- Born: Jennifer Lynette Pattrick 1936 (age 89–90)
- Occupations: Novelist, jeweller

= Jenny Pattrick =

New Zealand novelist (born 1936)

Jennifer Lynette Pattrick (née Priestley, born 1936) is a New Zealand novelist, known primarily for her historical fiction. Her first novel, The Denniston Rose (2003) and its sequel Heart of Coal (2004) became two of New Zealand's best-selling novels. She has published nine novels, and also writes and publishes songbooks for children. The Denniston Rose has been optioned by Bohemia Group Originals.

Pattrick is a graduate of the International Institute of Modern Letters. In 2009, she was awarded the Katherine Mansfield Menton Fellowship, during which she wrote her sixth novel Inheritance (2010). She was appointed an Officer of the Order of the British Empire, for services to the arts, in the 1989 Queen's Birthday Honours.

Pattrick's novels are often set in New Zealand locations. The Denniston Rose and Heart of Coal centre on coalmining communities on the Denniston plateau from the late 1800s to early 1900s. Landings (2008) is about the Whanganui River at the turn of the twentieth century. Heartland (2014) is set in a fictional town based on the Central Plateau settlement of Rangataua.

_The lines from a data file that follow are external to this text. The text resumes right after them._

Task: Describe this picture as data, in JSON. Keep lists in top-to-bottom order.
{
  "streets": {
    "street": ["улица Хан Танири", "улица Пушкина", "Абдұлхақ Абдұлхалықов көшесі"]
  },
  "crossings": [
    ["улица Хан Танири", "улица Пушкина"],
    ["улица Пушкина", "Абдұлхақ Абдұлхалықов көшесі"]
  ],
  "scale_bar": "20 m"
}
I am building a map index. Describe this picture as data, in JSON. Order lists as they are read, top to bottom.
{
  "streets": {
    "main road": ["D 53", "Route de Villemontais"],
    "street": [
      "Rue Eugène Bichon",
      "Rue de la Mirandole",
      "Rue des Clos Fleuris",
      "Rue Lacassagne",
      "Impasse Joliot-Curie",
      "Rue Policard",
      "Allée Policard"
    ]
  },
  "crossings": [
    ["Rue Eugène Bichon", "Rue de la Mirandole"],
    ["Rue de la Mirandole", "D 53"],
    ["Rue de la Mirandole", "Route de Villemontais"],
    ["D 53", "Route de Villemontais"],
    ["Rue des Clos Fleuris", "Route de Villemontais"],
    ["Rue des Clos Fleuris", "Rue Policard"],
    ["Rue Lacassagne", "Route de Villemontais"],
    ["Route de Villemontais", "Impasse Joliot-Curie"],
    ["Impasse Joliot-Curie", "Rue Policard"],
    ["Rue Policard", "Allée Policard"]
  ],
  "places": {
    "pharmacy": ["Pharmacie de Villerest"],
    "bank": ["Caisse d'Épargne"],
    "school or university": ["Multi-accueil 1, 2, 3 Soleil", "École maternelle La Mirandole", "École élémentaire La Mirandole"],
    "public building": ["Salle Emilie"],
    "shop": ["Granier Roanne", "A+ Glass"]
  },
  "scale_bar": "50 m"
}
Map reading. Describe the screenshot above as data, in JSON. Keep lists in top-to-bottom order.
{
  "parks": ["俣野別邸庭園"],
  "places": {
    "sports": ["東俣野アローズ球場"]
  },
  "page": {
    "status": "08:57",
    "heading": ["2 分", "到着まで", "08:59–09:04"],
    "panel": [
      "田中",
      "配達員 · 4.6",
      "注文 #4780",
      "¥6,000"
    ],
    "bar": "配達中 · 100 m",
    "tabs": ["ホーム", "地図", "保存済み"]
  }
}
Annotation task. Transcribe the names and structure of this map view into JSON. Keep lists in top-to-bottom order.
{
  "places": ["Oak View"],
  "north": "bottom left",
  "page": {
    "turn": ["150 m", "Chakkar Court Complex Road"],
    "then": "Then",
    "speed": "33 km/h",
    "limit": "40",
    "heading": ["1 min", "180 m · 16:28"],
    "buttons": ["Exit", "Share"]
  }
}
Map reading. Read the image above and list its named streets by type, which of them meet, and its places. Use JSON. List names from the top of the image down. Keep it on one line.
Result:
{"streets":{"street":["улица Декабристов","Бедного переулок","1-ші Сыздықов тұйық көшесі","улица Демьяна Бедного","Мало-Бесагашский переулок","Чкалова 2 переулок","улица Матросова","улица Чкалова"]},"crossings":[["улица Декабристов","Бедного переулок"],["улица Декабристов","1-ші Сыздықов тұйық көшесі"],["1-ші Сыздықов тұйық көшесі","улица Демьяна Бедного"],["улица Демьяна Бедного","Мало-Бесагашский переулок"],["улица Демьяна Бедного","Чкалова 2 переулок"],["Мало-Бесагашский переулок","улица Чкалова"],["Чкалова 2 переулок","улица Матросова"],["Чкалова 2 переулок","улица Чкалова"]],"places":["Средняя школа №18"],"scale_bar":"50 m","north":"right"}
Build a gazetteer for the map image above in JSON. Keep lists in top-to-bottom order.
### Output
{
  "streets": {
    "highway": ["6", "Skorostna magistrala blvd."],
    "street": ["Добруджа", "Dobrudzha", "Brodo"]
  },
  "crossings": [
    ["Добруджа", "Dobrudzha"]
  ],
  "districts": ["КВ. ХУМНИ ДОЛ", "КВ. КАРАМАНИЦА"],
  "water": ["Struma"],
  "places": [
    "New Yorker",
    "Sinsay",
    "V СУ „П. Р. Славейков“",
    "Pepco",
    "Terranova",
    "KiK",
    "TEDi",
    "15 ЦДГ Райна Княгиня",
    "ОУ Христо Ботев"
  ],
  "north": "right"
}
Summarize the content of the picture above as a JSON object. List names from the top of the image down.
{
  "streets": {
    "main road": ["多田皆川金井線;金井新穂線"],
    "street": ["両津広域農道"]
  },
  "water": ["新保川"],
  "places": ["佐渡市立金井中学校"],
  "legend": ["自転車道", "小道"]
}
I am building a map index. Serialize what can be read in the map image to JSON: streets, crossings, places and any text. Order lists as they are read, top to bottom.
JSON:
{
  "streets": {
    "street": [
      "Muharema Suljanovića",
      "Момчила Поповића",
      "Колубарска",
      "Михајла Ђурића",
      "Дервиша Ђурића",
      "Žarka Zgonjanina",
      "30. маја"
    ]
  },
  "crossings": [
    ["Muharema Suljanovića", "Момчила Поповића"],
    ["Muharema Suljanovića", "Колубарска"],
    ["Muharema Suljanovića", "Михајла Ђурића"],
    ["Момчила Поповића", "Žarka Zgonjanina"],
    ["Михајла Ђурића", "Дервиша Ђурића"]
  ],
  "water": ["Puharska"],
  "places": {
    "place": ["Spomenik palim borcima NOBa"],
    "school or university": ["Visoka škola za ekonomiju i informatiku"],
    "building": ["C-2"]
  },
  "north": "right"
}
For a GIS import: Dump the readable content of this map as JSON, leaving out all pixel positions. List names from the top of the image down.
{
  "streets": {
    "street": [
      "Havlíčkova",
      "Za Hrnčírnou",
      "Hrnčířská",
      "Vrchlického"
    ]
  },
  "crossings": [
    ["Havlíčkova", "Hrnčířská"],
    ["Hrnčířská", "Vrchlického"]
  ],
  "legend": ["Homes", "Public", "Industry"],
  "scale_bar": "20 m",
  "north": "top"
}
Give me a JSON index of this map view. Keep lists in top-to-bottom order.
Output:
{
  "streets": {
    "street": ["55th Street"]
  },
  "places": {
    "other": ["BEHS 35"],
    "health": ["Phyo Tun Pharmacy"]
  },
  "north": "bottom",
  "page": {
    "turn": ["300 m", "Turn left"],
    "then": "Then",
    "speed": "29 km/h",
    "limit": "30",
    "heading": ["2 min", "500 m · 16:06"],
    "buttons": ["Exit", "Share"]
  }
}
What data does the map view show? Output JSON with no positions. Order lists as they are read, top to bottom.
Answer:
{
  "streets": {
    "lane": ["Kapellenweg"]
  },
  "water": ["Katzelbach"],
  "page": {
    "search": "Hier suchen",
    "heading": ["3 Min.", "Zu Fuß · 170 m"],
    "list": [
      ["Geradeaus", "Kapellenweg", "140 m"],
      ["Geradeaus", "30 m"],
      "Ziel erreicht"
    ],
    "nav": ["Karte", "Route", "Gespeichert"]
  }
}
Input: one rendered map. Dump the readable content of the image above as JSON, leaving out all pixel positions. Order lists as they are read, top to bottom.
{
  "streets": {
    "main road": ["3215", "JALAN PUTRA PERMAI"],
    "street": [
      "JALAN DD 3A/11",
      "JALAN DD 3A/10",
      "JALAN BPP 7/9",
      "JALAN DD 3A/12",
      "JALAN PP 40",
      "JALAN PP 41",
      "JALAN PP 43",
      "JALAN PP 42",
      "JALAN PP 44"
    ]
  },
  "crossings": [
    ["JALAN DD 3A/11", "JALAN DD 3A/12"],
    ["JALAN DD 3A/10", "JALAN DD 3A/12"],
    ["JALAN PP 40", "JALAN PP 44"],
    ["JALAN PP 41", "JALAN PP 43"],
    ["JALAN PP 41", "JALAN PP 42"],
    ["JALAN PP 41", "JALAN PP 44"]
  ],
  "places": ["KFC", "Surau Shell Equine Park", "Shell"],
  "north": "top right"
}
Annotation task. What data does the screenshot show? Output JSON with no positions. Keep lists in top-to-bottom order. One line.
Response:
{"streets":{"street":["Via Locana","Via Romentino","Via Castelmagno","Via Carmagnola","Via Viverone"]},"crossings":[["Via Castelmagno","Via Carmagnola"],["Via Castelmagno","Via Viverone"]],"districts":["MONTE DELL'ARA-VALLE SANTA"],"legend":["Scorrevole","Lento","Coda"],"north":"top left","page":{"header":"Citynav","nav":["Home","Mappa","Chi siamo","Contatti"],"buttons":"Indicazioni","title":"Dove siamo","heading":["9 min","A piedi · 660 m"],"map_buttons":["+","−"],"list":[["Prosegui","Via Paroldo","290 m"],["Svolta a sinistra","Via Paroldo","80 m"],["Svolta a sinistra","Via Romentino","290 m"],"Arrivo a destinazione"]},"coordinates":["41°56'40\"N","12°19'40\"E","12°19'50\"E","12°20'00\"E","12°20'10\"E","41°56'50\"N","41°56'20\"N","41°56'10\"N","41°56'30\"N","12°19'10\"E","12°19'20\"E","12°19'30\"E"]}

Pattrick was a jeweller for 35 years and has had pieces gifted to overseas dignitaries by the New Zealand government.

== Works ==

- The Denniston Rose (Penguin, 2003)
- Heart of Coal (Penguin, 2004)
- Catching the Current (Black Swan, 2005)
- In Touch with Grace (2006)
- Landings (Black Swan, 2008)
- Grace Notes (2009)
- Inheritance (Black Swan, 2010)
- Skylark (2012)
- Heartland (2014)
- Leap of Faith (Penguin, 2017)
- Harbouring (Penguin, 2022)
- Sea Change (Bateman, 2024)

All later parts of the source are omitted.